Smishing Threat Advisory: USPS Scam with Potential Links to China

Blog Author
Dan Verton

The Uptycs Threat Intelligence Team has uncovered a significant increase in the phishing campaign targeting the United States Postal Service (USPS). The severity of this USPS scam campaign has been deemed critical, with more than 1,400 live phishing websites discovered globally, potentially linked to Chinese threat actors.




The campaign is a classic example of 'smishing' — phishing via SMS. Victims are lured into divulging personal and financial information through fraudulent text messages and web links. These scammers employ tactics such as portraying themselves as government agencies, banks, or reputable organizations to appear authentic. 

The researchers note that they found unicode strings which appear to be the work of Chinese threat actors. They indicate, based on their experience and observations, that it is highly probable that this campaign is the work of Chinese threat actors.

The campaign has a global reach, with servers hosted in various countries including the U.S., Canada, Germany, China, Singapore, and Russia. Given its scale and sophistication, the Uptycs team has taken immediate action, blocking more than 1,050 indicators associated with this phishing operation. The Uptycs team advises the public to avoid suspicious links or texts, confirm the authenticity of unexpected messages, and install legitimate anti-malware software.
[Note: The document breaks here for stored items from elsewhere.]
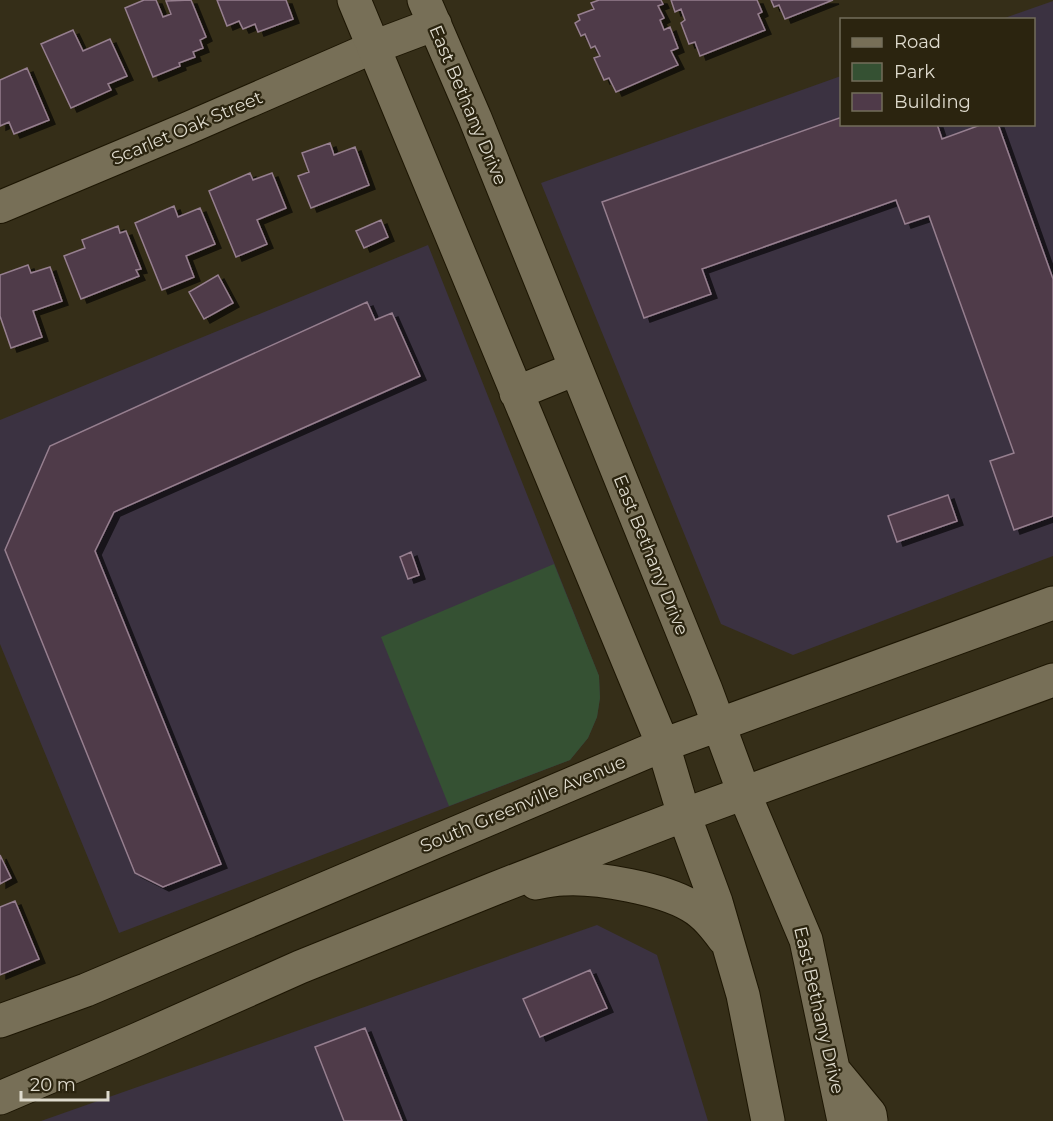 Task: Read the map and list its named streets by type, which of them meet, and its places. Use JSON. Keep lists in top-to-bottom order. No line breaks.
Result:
{"streets":{"main road":["East Bethany Drive","South Greenville Avenue"],"street":["Scarlet Oak Street"]},"crossings":[["East Bethany Drive","South Greenville Avenue"]],"legend":["Road","Park","Building"],"scale_bar":"20 m"} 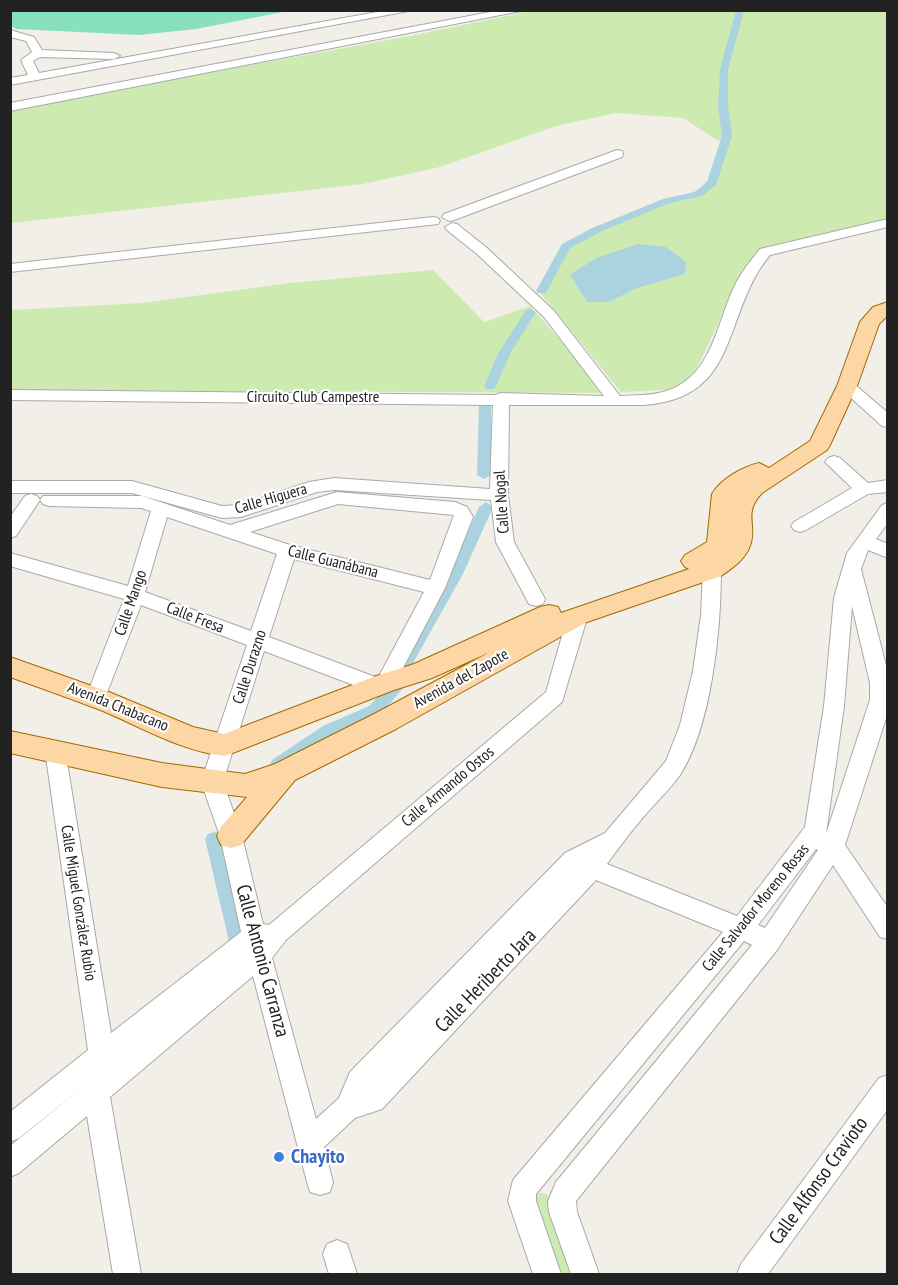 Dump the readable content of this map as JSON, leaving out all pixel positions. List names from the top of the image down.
{
  "streets": {
    "main road": ["Avenida del Zapote", "Avenida Chabacano"],
    "street": [
      "Circuito Club Campestre",
      "Calle Higuera",
      "Calle Nogal",
      "Calle Guanábana",
      "Calle Mango",
      "Calle Fresa",
      "Calle Durazno",
      "Calle Armando Ostos",
      "Calle Miguel González Rubio",
      "Calle Salvador Moreno Rosas",
      "Calle Antonio Carranza",
      "Calle Heriberto Jara",
      "Calle Alfonso Cravioto"
    ]
  },
  "crossings": [
    ["Circuito Club Campestre", "Calle Nogal"],
    ["Calle Higuera", "Calle Nogal"],
    ["Calle Higuera", "Calle Guanábana"],
    ["Calle Higuera", "Calle Mango"],
    ["Calle Guanábana", "Calle Durazno"],
    ["Calle Mango", "Calle Fresa"],
    ["Calle Mango", "Avenida Chabacano"],
    ["Calle Fresa", "Calle Durazno"],
    ["Calle Fresa", "Avenida del Zapote"],
    ["Calle Durazno", "Avenida del Zapote"],
    ["Calle Durazno", "Avenida Chabacano"],
    ["Calle Durazno", "Calle Antonio Carranza"],
    ["Avenida del Zapote", "Avenida Chabacano"],
    ["Avenida del Zapote", "Calle Armando Ostos"],
    ["Avenida del Zapote", "Calle Antonio Carranza"],
    ["Avenida del Zapote", "Calle Heriberto Jara"],
    ["Calle Armando Ostos", "Calle Miguel González Rubio"],
    ["Calle Armando Ostos", "Calle Antonio Carranza"],
    ["Calle Antonio Carranza", "Calle Heriberto Jara"]
  ],
  "places": ["Chayito"]
}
The USPS has issued a scam alert in response to this type of threat and reminds the public that the USPS does not send unsolicited texts or emails containing links for tracking services. If you receive a suspicious text message but are expecting a package, do not click on any links. Report the suspicious message according to instructions on the USPS scam article. Always visit directly for package tracking and information.


Get the full threat intelligence advisory here:

View advisory


Major highlights of the Uptycs advisory

  • Expansive reach: The campaign is global in scale, with servers and domains hosted across multiple countries, including the United States, Canada, Germany, China, Singapore, and Russia.

  • Sophisticated smishing techniques: The attack is executed via smishing (SMS phishing), where victims receive text messages luring them to provide personal and financial information.

  • Elaborate deception: The phishing sites convincingly masquerade as USPS links. The process involves multiple steps, culminating in redirecting victims to the legitimate USPS website, creating a false sense of security.

  • Information harvesting: Personal details like names, addresses, and credit card information are collected, posing a severe risk of identity theft and financial fraud.